Amazon, which denies the allegations, is seeking to dismiss the complaint on constitutional grounds...
The NLRB’s “concurrent exercise of legislative, executive and judicial power in this proceeding violates the separation of powers established by the United States Constitution,” the Amazon attorneys claimed, “and the guarantee of due process found in the Fifth Amendment to the United States Constitution.”
Such arguments were once considered conservative fringe arguments, according to an attorney advising the Amazon workers and United for Respect, a non-profit labor advocacy group. “I think this is part of a broader effort on the part of conservative voices in the country – retail employers specifically – attempting to dismantle the administrative state and attacking the agencies tasked with protecting workers rights,” said Bianca Agustin, co-director of United for Respect. “This is a concerted effort on the industry’s part because of the rise in activism at the worker level.”
In short, corporations are fighting back and appear to be getting some wins. Last week, an effort to move a Space X challenge to the NLRB out of Texas and into California was blocked.
SpaceX's challenge to the structure of the National Labor Relations Board will remain in Texas federal court for now, after a U.S. appeals court overturned a decision that would have transferred the rocket maker's lawsuit to California.
A 5th U.S. Circuit Court of Appeals panel in a two-sentence order, opens new tab on Friday vacated a July decision by U.S. District Judge Rolando Olvera refusing to reconsider an earlier ruling transferring the case from his Brownsville, Texas, court to Los Angeles.
But the first big win in this ongoing battle is already in the pipeline. National Review reports that is coming soon.
The district Court stopped short of finding the National Labor Relations Act unconstitutional, only issuing a preliminary injunction regarding the NLRB (which the act created). But the court made it clear that such a holding will be coming within the next few months. When a law is found unconstitutional, a court has two options: Carve out the law’s unconstitutional portions while upholding the rest, or overturn the law entirely. The district court wasn’t shy about what it plans to do: “There is no appropriate way to sever any of the removal protections to remedy the constitutional problems with the NLRB’s structure.” In other words, the National Labor Relations Act is doomed, at least within the territory covered by the court’s jurisdiction...

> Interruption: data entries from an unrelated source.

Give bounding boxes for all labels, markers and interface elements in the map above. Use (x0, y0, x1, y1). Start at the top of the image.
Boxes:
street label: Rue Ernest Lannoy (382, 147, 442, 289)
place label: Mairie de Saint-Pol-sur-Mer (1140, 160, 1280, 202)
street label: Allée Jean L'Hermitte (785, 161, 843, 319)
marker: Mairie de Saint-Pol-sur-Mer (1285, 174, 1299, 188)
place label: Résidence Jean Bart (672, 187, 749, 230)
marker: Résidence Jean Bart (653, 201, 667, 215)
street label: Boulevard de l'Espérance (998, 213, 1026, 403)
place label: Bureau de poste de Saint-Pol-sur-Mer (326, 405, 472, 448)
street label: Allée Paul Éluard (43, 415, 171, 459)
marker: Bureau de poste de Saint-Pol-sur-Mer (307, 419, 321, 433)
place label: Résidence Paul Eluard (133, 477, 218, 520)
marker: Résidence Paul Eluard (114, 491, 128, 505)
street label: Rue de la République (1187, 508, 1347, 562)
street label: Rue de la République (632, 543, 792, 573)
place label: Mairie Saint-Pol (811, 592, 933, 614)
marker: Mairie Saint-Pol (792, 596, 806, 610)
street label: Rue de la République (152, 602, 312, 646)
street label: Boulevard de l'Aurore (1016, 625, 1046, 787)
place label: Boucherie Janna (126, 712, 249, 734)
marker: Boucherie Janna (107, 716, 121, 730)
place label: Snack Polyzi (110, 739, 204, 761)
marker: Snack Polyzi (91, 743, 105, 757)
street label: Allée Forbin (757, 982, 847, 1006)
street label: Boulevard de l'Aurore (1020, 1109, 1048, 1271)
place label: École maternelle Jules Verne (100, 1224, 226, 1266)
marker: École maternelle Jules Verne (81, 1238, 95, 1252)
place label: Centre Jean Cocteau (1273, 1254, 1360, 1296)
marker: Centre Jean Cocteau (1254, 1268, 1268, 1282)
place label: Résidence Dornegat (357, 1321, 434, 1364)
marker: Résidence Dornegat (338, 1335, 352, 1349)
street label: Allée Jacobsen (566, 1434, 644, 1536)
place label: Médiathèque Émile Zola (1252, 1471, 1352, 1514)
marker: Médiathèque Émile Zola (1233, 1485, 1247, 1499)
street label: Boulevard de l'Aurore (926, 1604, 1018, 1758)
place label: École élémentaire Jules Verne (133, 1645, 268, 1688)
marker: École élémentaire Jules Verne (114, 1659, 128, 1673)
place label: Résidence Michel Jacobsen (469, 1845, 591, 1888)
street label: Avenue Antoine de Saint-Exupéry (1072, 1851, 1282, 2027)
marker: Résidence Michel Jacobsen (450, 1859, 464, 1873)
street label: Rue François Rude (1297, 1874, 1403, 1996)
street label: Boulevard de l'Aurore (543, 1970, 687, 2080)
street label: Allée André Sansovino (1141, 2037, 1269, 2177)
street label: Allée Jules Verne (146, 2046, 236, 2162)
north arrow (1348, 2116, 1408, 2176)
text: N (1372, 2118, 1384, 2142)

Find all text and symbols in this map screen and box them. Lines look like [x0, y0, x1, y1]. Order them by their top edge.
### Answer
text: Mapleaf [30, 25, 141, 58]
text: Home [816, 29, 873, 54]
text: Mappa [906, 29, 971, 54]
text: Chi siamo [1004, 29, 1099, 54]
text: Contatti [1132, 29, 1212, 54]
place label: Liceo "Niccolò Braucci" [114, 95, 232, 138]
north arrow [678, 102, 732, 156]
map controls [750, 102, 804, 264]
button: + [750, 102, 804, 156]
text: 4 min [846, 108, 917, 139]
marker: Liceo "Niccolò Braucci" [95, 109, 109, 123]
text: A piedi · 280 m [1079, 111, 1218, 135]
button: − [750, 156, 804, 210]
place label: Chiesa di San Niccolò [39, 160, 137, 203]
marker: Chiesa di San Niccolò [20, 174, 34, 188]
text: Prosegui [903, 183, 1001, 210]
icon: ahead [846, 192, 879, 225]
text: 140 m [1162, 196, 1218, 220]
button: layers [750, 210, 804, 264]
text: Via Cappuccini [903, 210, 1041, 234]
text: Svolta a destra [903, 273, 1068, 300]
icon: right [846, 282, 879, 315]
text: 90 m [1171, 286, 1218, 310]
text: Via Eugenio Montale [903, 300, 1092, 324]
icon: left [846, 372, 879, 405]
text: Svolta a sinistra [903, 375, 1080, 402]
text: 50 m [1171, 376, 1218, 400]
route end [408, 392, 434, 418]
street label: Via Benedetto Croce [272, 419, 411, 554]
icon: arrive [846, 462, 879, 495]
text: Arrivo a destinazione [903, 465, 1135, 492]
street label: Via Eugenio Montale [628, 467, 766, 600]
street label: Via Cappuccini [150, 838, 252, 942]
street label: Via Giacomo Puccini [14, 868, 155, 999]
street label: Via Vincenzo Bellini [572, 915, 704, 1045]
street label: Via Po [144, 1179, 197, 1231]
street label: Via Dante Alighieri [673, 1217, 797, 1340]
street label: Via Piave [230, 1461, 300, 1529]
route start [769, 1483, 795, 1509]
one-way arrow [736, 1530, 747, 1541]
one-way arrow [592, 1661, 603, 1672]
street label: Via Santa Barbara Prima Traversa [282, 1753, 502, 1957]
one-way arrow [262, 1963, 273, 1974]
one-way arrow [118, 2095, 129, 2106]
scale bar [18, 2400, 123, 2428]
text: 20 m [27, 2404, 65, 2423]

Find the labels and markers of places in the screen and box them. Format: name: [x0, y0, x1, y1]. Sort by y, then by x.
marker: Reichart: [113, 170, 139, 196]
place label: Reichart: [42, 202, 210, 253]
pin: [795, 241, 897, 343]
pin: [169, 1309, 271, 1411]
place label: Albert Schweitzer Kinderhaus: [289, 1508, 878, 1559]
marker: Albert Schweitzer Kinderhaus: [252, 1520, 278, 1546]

The Fifth Circuit Court of Appeals would quickly take up the case, potentially extending the act’s nullification and likely forcing the Supreme Court to act. If the Supreme Court agreed with the original district court, Congress would have little choice but to amend the act and remedy its constitutional defects. Absent congressional action, states would be responsible for deciding how to regulate private-sector labor relations.
Similar to the end of Roe, the lack of an operational federal NLRA would return the issues to the states. Of course Democrats would seek to revise the act and reconstitute the NLRB, but they've sought to pass a national version of Roe also and it hasn't happened, at least not yet.
As for the NLRB, their general counsel, Jennifer Abruzzo, has previously commented on these cases.
“There is no way we are going to succumb to the pressures imposed in addressing challenges and defending the constitutionality of our agency’s structure,” Abruzzo said in response to similar arguments against the NLRB made by SpaceX, Trader Joe’s, Amazon, Starbucks and Energy Transfer during a panel with the Roosevelt Institute in April.
They can keep fighting these arguments for now, but once this goes to the Supreme Court it could be taken out of their hands.